Problem: Lines with the string "green" must each be copied from the listing.

Record extracts:
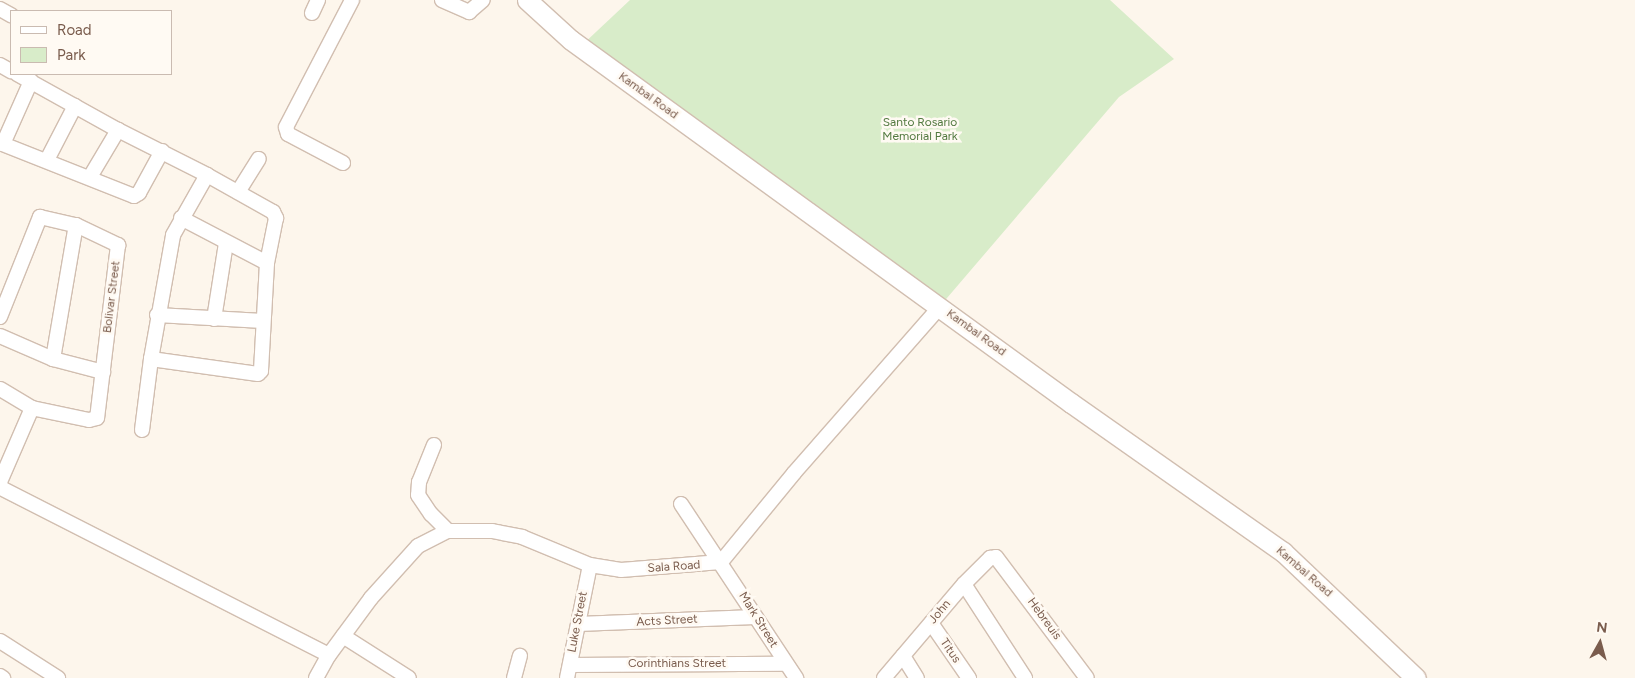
<!DOCTYPE html>
<html>
<head>
<meta charset="utf-8">
<style>
	body { margin:0 }
	#map { position:relative; width:1635px; height:678px; overflow:hidden; background:#fdf6ec; font-family:Figtree,sans-serif }
	div>[style] { position:absolute }
	.green>* { inset:0; background:#d8ecc9 }
	.roads { filter:drop-shadow(1px 0 #d1beb0) drop-shadow(-1px 0 #d1beb0) drop-shadow(0 1px #d1beb0) drop-shadow(0 -1px #d1beb0) }
	.minor>* { height:14px; margin:-7px; padding:0 7px; transform-origin:7px; border-radius:7px; background:#fff }
	.secondary>* { height:19px; margin:-9.5px; padding:0 9.5px; transform-origin:9.5px; border-radius:9.5px; background:#fff }
	span { translate:-50% -50%; white-space:nowrap; text-align:center; line-height:1.15; -webkit-text-stroke:5px #fffaf3; paint-order:stroke }
	.street-label { font-size:12px; color:#7a5c4d }
	.park-label { font-size:12px; color:#537a41 }
	.legend { position:absolute; left:10px; top:10px; width:162px; height:65px; box-sizing:border-box; background:#fffaf3; border:1px solid #cabbb1; margin:0; padding:6px 9px; list-style:none; font-size:15px; color:#7a5c4d }
	.legend li { display:flex; align-items:center; gap:10px; height:25px }
	.legend b { width:25px; border:1px solid #cabbb1 }
	.north { position:absolute; left:1575px; top:618px; width:50px; height:50px; -webkit-text-stroke:4px #fffaf3; paint-order:stroke; rotate:7deg; font-size:14px; font-weight:700; line-height:20px; text-align:center; color:#7a5c4d }
	.north::after { content:''; display:block; margin:auto; width:18px; height:22px; background:#7a5c4d; clip-path:polygon(50% 0,100% 100%,50% 72%,0 100%) }
</style>
</head>
<body>
<div id="map">
	<div class="green">
		<div style="clip-path:polygon(630px 0,1110px 0,1174px 59px,1119px 97px,941px 305px,580px 47px)"></div>
	</div>
	<div class="roads">
		<div class="minor">
			<div style="left:442px;top:0;width:30px;rotate:24deg"></div>
			<div style="left:469px;top:12px;width:18px;rotate:-41deg"></div>
			<div style="left:0;top:9px;width:13px;rotate:29deg"></div>
			<div style="left:312px;top:13px;width:14px;rotate:-65deg"></div>
			<div style="left:0;top:65px;width:13px;rotate:29deg"></div>
			<div style="left:17px;top:74px;width:115px;rotate:29deg"></div>
			<div style="left:118px;top:130px;width:100px;rotate:26.8deg"></div>
			<div style="left:207px;top:175px;width:76px;rotate:29.3deg"></div>
			<div style="left:273px;top:212px;width:7px;rotate:63deg"></div>
			<div style="left:276px;top:218px;width:46px;rotate:101.3deg"></div>
			<div style="left:267px;top:263px;width:108px;rotate:93.2deg"></div>
			<div style="left:261px;top:371px;width:4px;rotate:135deg"></div>
			<div style="left:258px;top:374px;width:108px;rotate:-172deg"></div>
			<div style="left:151px;top:359px;width:126px;rotate:-79.9deg"></div>
			<div style="left:173px;top:235px;width:69px;rotate:-60.5deg"></div>
			<div style="left:0;top:143px;width:144px;rotate:21.6deg"></div>
			<div style="left:134px;top:196px;width:6px;rotate:-31deg"></div>
			<div style="left:139px;top:193px;width:48px;rotate:-61.3deg"></div>
			<div style="left:3px;top:144px;width:69px;rotate:-66deg"></div>
			<div style="left:47px;top:160px;width:61px;rotate:-62.6deg"></div>
			<div style="left:343px;top:163px;width:62px;rotate:-152.2deg"></div>
			<div style="left:288px;top:134px;width:7px;rotate:-106deg"></div>
			<div style="left:286px;top:127px;width:143px;rotate:-62.5deg"></div>
			<div style="left:90px;top:177px;width:55px;rotate:-59.2deg"></div>
			<div style="left:238px;top:192px;width:39px;rotate:-58deg"></div>
			<div style="left:181px;top:218px;width:97px;rotate:27.6deg"></div>
			<div style="left:157px;top:315px;width:106px;rotate:3.2deg"></div>
			<div style="left:0;top:317px;width:108px;rotate:-68.2deg"></div>
			<div style="left:40px;top:217px;width:37px;rotate:13deg"></div>
			<div style="left:76px;top:225px;width:47px;rotate:25.5deg"></div>
			<div style="left:118px;top:245px;width:174px;rotate:96.9deg"></div>
			<div style="left:97px;top:418px;width:8px;rotate:166deg"></div>
			<div style="left:89px;top:420px;width:58px;rotate:-168.1deg"></div>
			<div style="left:32px;top:408px;width:37px;rotate:-149deg"></div>
			<div style="left:214px;top:319px;width:77px;rotate:-81deg"></div>
			<div style="left:0;top:336px;width:58px;rotate:23.5deg"></div>
			<div style="left:53px;top:359px;width:52px;rotate:14.6deg"></div>
			<div style="left:53px;top:359px;width:136px;rotate:-80.3deg"></div>
			<div style="left:32px;top:408px;width:81px;rotate:113.4deg"></div>
			<div style="left:0;top:482px;width:6px;rotate:81deg"></div>
			<div style="left:1px;top:488px;width:368px;rotate:27deg"></div>
			<div style="left:329px;top:655px;width:71px;rotate:-53.6deg"></div>
			<div style="left:371px;top:598px;width:70px;rotate:-47.9deg"></div>
			<div style="left:418px;top:546px;width:34px;rotate:-27deg"></div>
			<div style="left:448px;top:531px;width:44px"></div>
			<div style="left:492px;top:531px;width:31px;rotate:11deg"></div>
			<div style="left:522px;top:537px;width:74px;rotate:22.4deg"></div>
			<div style="left:590px;top:565px;width:31px;rotate:9deg"></div>
			<div style="left:621px;top:570px;width:100px;rotate:-4.6deg"></div>
			<div style="left:721px;top:562px;width:115px;rotate:-50.6deg"></div>
			<div style="left:794px;top:473px;width:221px;rotate:-48.7deg"></div>
			<div style="left:142px;top:430px;width:72px;rotate:-82.8deg"></div>
			<div style="left:434px;top:445px;width:40px;rotate:112deg"></div>
			<div style="left:419px;top:482px;width:13px;rotate:94deg"></div>
			<div style="left:418px;top:495px;width:23px;rotate:56deg"></div>
			<div style="left:431px;top:514px;width:24px;rotate:45deg"></div>
			<div style="left:681px;top:504px;width:209px;rotate:56.5deg"></div>
			<div style="left:964px;top:584px;width:112px;rotate:57deg"></div>
			<div style="left:931px;top:623px;width:67px;rotate:55.4deg"></div>
			<div style="left:578px;top:624px;width:177px;rotate:-2.3deg"></div>
			<div style="left:343px;top:636px;width:78px;rotate:32.5deg"></div>
			<div style="left:0;top:641px;width:69px;rotate:32.5deg"></div>
			<div style="left:903px;top:656px;width:26px;rotate:58deg"></div>
			<div style="left:570px;top:665px;width:215px;rotate:-0.3deg"></div>
			<div style="left:0;top:676px;width:4px;rotate:34deg"></div>
			<div style="left:316px;top:678px;width:26px;rotate:-61deg"></div>
			<div style="left:514px;top:678px;width:23px;rotate:-75deg"></div>
			<div style="left:567px;top:678px;width:115px;rotate:-78.5deg"></div>
			<div style="left:884px;top:678px;width:123px;rotate:-49.6deg"></div>
			<div style="left:964px;top:584px;width:37px;rotate:-45deg"></div>
			<div style="left:990px;top:558px;width:6px;rotate:-9deg"></div>
			<div style="left:996px;top:557px;width:151px;rotate:53.1deg"></div>
		</div>
		<div class="secondary">
			<div style="left:527px;top:0;width:59px;rotate:42.3deg"></div>
			<div style="left:571px;top:40px;width:618px;rotate:35.98deg"></div>
			<div style="left:1071px;top:403px;width:259px;rotate:35.1deg"></div>
			<div style="left:1283px;top:552px;width:183px;rotate:43.5deg"></div>
		</div>
	</div>
	<div class="street-label">
		<span style="left:648px;top:96px;rotate:36deg">Kambal Road</span>
		<span style="left:112px;top:297px;rotate:-83deg">Bolivar Street</span>
		<span style="left:976px;top:333px;rotate:36deg">Kambal Road</span>
		<span style="left:674px;top:567px;rotate:-4deg">Sala Road</span>
		<span style="left:1304px;top:572px;rotate:41deg">Kambal Road</span>
		<span style="left:940px;top:612px;rotate:-50deg">John</span>
		<span style="left:1044px;top:619px;rotate:54deg">Hebreuis</span>
		<span style="left:758px;top:620px;rotate:58deg">Mark Street</span>
		<span style="left:667px;top:621px;rotate:-3deg">Acts Street</span>
		<span style="left:578px;top:622px;rotate:-79deg">Luke Street</span>
		<span style="left:950px;top:651px;rotate:56deg">Titus</span>
		<span style="left:677px;top:664px">Corinthians Street</span>
	</div>
	<div class="park-label">
		<span style="left:920px;top:130px">Santo Rosario<br>Memorial Park</span>
	</div>
	<ul class="legend">
	<li><b style="height:6px;background:#fff"></b>Road</li>
	<li><b style="height:14px;background:#d8ecc9"></b>Park</li>
	</ul>
	<div class="north">N</div>
</div>
</body>
</html>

Result of the exercise:
	.green>* { inset:0; background:#d8ecc9 }
	<div class="green">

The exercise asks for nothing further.